KPA: Yes. Even aesthetically, I thought: How are we going to shoot people watching the experiment? There are no close-ups until a character has a bag pulled off his head. There are no handheld shots until a character flips out, so there are no subjective shots. And that’s how I wanted to feel about the film. I didn’t want it to be didactic: You’re supposed to feel this!

GMK: Did making this film force you to confront something difficult inside of you? Or did you, as the characters indicate, become what you hated and enjoy it?

KPA: No. [Laughs.] Every time I am shooting something grueling, like the push-up scenes, I felt sympathetic. The challenge for me was technical: How will I do this and keep it compelling and keep 25 guys engaged as actors? But that’s what drew me to it, the ambition to juggle it all.

GMK: Would you have been a guard or a prisoner?

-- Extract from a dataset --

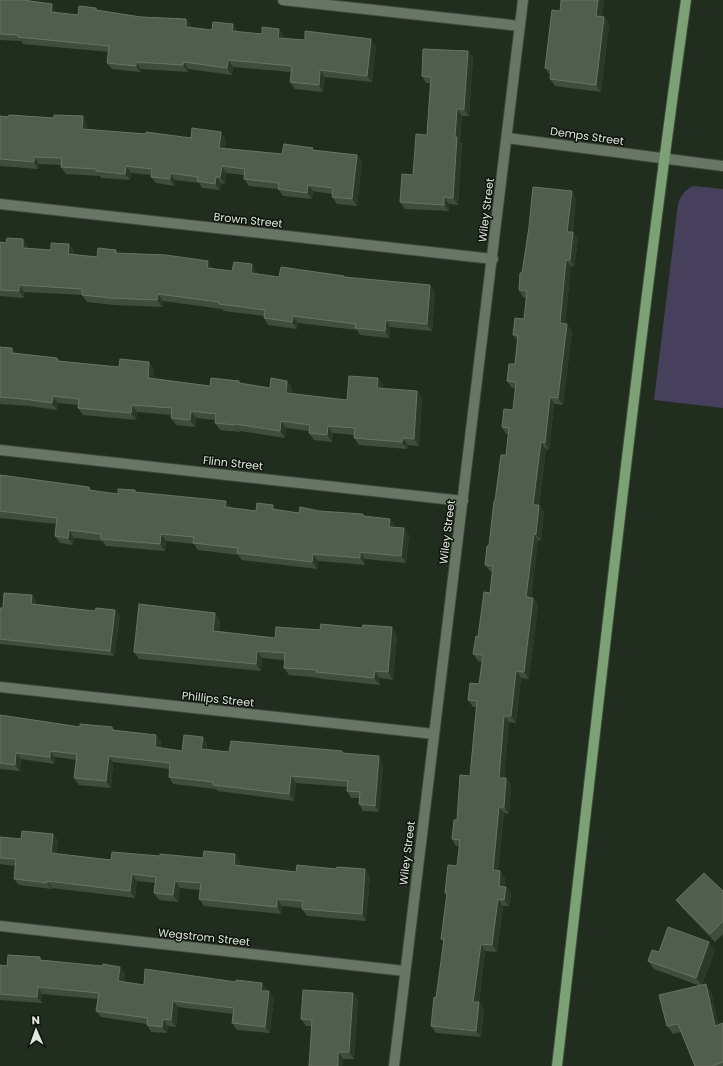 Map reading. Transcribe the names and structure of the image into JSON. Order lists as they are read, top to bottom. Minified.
{"streets":{"street":["Demps Street","Wiley Street","Brown Street","Flinn Street","Phillips Street","Wegstrom Street"]},"crossings":[["Demps Street","Wiley Street"],["Wiley Street","Brown Street"],["Wiley Street","Flinn Street"],["Wiley Street","Phillips Street"],["Wiley Street","Wegstrom Street"]],"north":"top"} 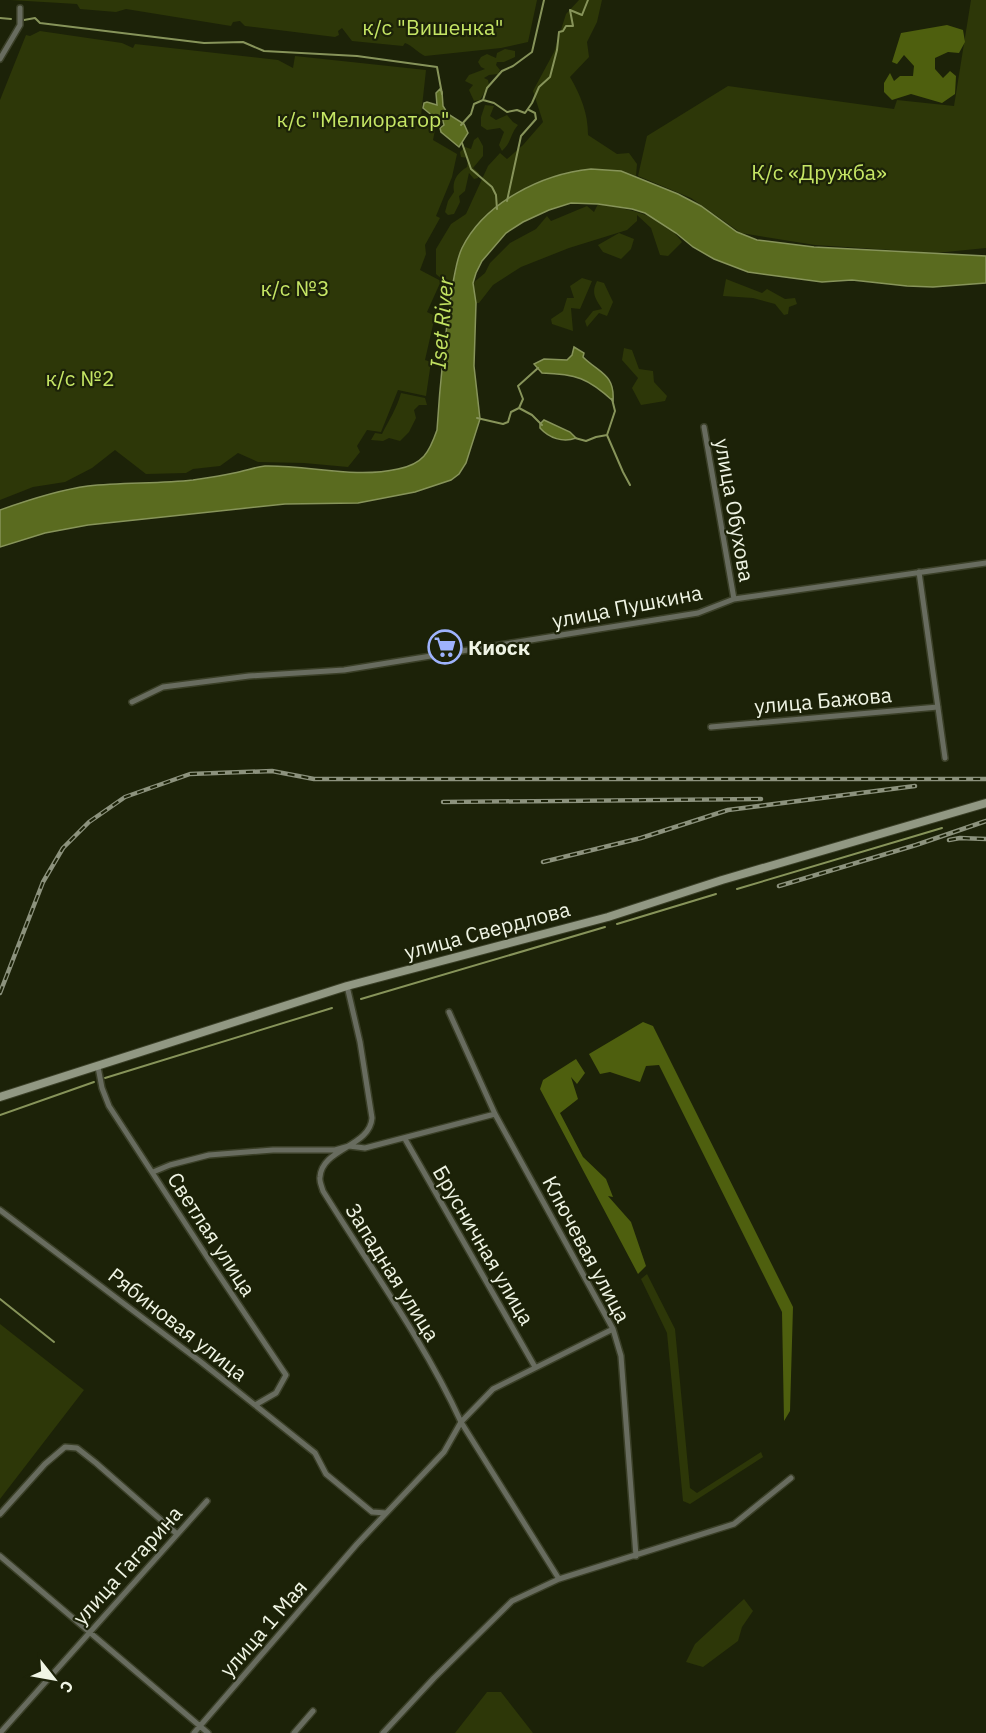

KPA: [Laughs.] I thought about both. I don’t think I’d want to be either. I think if I was eager I would challenge myself, and my tendency is passivity. So who are the people who stand up in trying moments and say, “This is wrong,” and “Stop this?” What are the qualities that make people do good? I’d rather be a guard in the hope that I can run things kindly and smoothly.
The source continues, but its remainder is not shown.